Happy St. Patrick’s Day! Are you wearing your green? Many of us here at Hammock are. While we may not all have Irish ancestors in our family tree, we love any excuse to get together with friends and family and indulge in good food, drink and stories—which is exactly how many of us like to celebrate St. Patrick’s Day. Though we tend to associate the day with green beer, pub crawls and corned beef and cabbage rather than the 5th-century Christian missionary for whom it is named, the holiday has a long and rich tradition in America.
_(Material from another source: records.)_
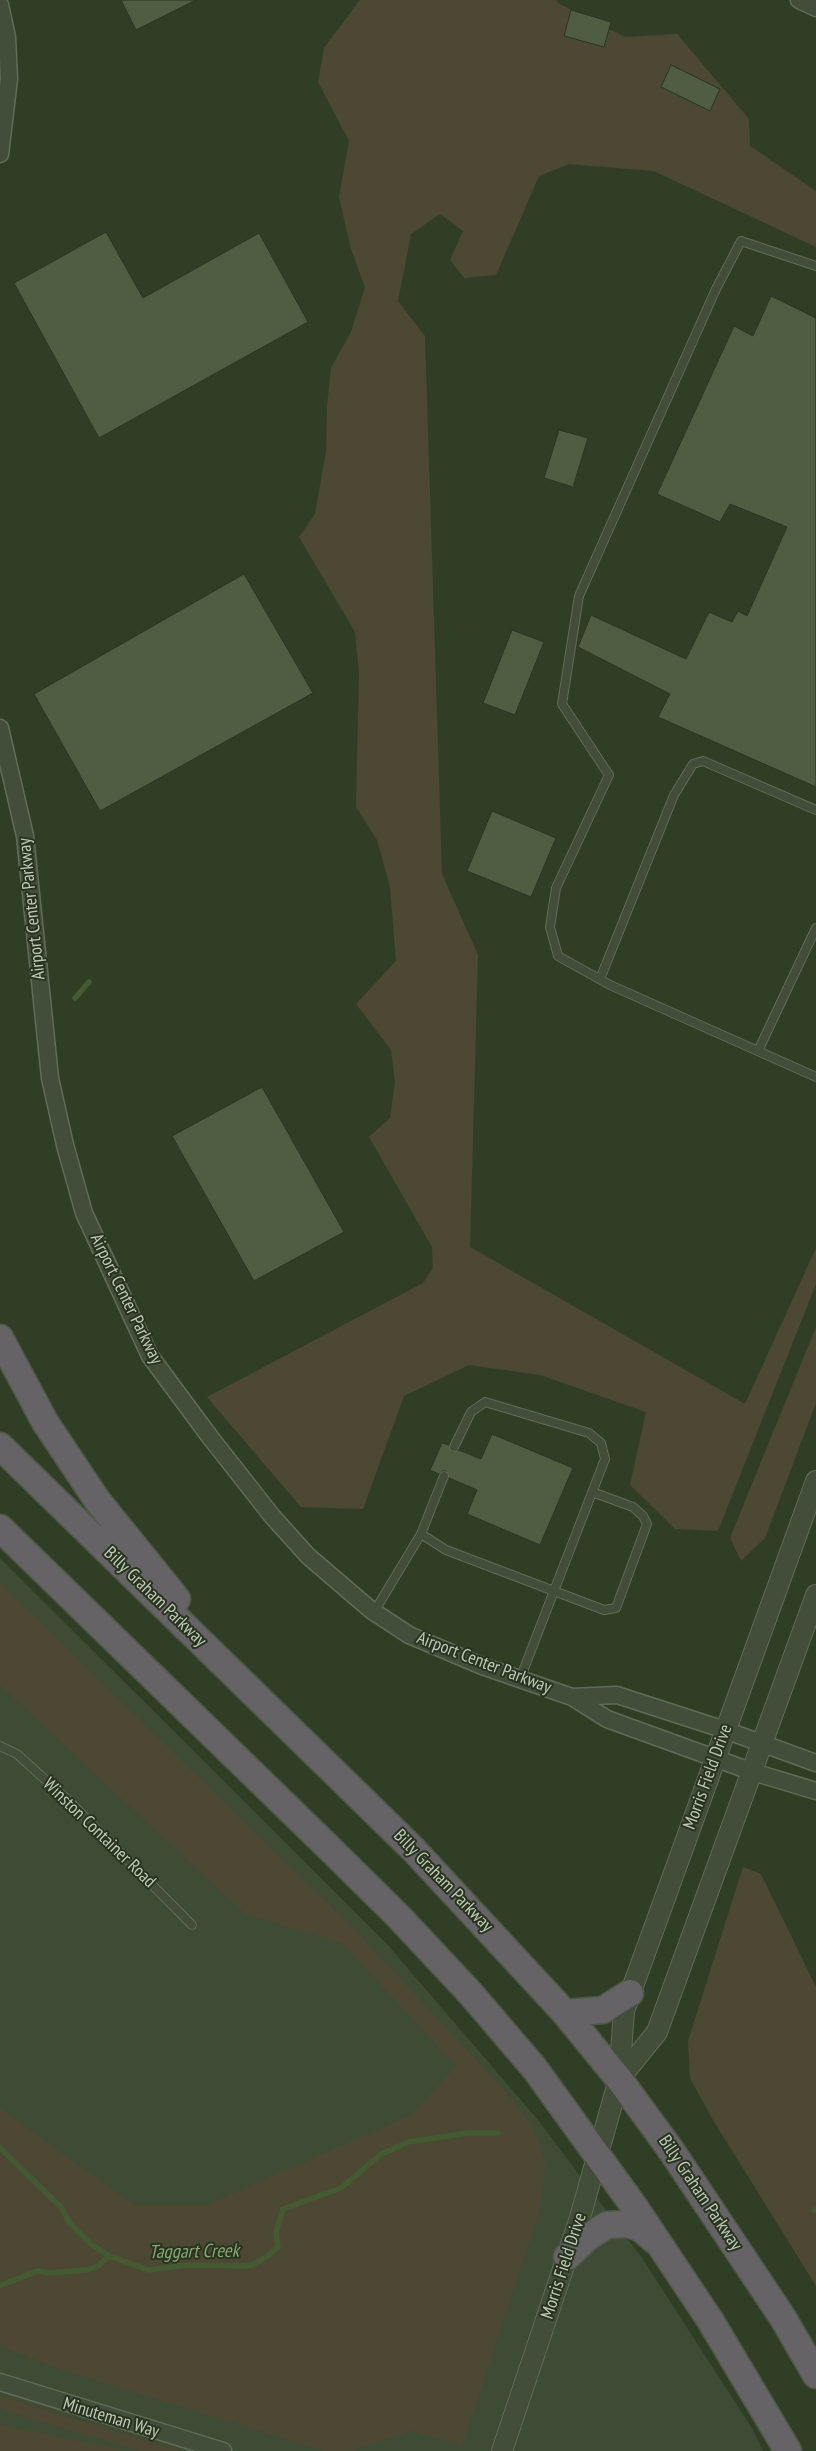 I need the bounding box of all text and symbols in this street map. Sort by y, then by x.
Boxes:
street label: Airport Center Parkway [14,837,50,981]
street label: Airport Center Parkway [85,1230,167,1368]
street label: Billy Graham Parkway [99,1543,211,1651]
street label: Airport Center Parkway [414,1627,554,1699]
street label: Morris Field Drive [679,1722,737,1832]
street label: Winston Container Road [38,1774,160,1892]
street label: Billy Graham Parkway [389,1825,497,1937]
street label: Billy Graham Parkway [653,2131,747,2255]
street label: Morris Field Drive [537,2210,591,2322]
water label: Taggart Creek [149,2240,239,2264]
street label: Minuteman Way [60,2393,162,2443] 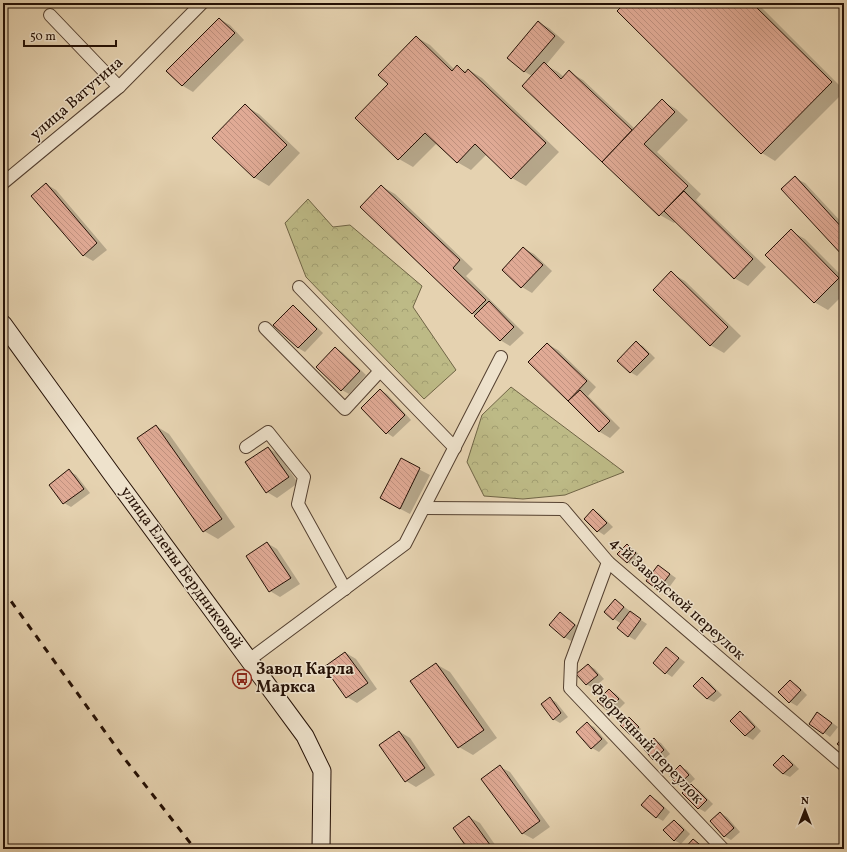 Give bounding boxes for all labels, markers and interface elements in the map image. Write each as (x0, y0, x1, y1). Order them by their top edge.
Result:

The world’s first St. Patrick’s Day parade took place on March 17, 1762, in New York City, featuring Irish soldiers serving in the English military. And parades like it continue to this day in every part of the country. The U.S. Census Bureau reports that 36.5 million U.S. residents claim Irish ancestry. Irish also happens to be the nation’s second most frequently reported ancestry (only German ranks higher). That got us wondering about our collective Irish heritage at Hammock. How many of us have Irish roots? And, for those of us who do, how has our ancestry influenced us? Here’s what we uncovered:
Hammock’s Irish Roots
Patrick Burns boasts lots o’ Irish in his blood. His grandmother hailed from County Clare, an area near Ireland’s western coast, and came to America in the early 1900s. Growing up in Massachusetts—where a quarter of the population is Irish—Patrick remembers his dad playing radio broadcasts of Irish folk music every Saturday. “It was in our house all day long,” Patrick says. “I still know the words to a lot of the songs.” Every March 17, the Burns family “religiously” attended the Mount Holyoke parade, the country’s second largest St. Patrick’s Day parade.
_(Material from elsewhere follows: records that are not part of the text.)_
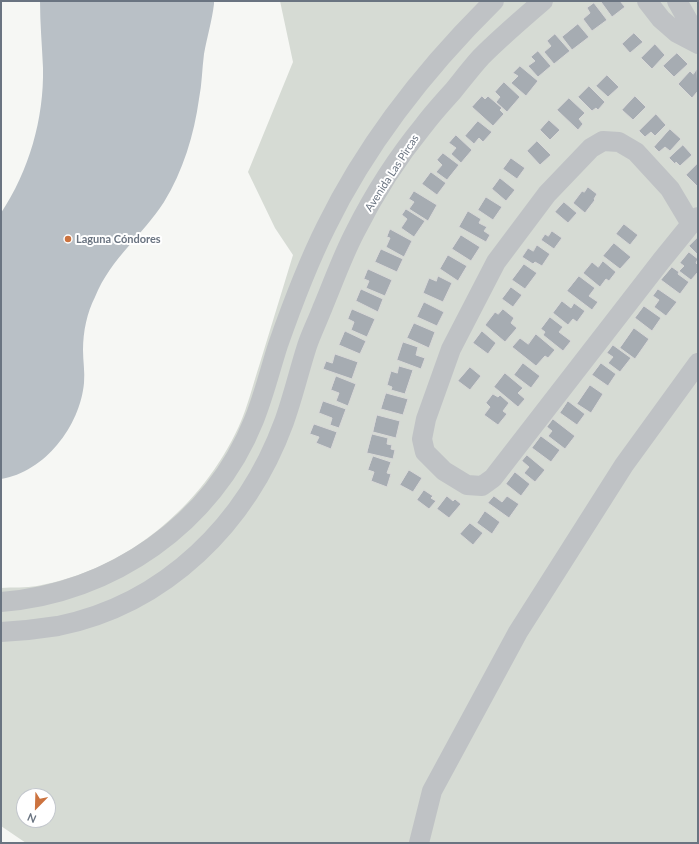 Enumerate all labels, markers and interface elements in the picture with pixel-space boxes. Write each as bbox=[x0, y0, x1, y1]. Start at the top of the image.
street label: Avenida Las Pircas bbox=[362, 132, 422, 214]
place label: Laguna Cóndores bbox=[76, 232, 161, 246]
marker: Laguna Cóndores bbox=[63, 234, 73, 244]
north arrow bbox=[16, 788, 56, 828]
text: N bbox=[25, 811, 38, 826]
Last year, Patrick shared that tradition with his son, Sean, and his daughter, Heather, for the first time. The kids loved the Mummers—banjo players in colorful feathered costumes—as well as the lively celebration that followed at the Sons of Erin, an Irish club. “My daughter did her version of an Irish jig with the band—and she even made money!” Patrick says. This St. Patrick’s Day, the Burns family will keep their celebration low-key, feasting on corned beef and cabbage and listening to the same Irish music Patrick grew up on. Oh, and afterward, Patrick just might make a mean Black and Tan (a special blend of pale ale and dark beer).
Megan Morris has a healthy dose of Irish from both of her parents (her maternal grandfather’s family came to America during the Irish potato famine in the 1840s). Megan says she gets her “penchant for a good drink from my mom’s side and my stubbornness from my dad’s side.” Growing up in Chicago, she spent her St. Patrick’s holidays eating corned beef and cabbage at her dad’s deli and going downtown to see the Chicago River dyed green (a tradition city workers happened upon in 1962 while using dyes to trace illegal sewage discharges). Nowadays, you’ll find her “crammed in some crowded bar with a bunch of friends” on March 17, or celebrating at home with her husband, Ian (also of Irish decent), and a few Guinnesses.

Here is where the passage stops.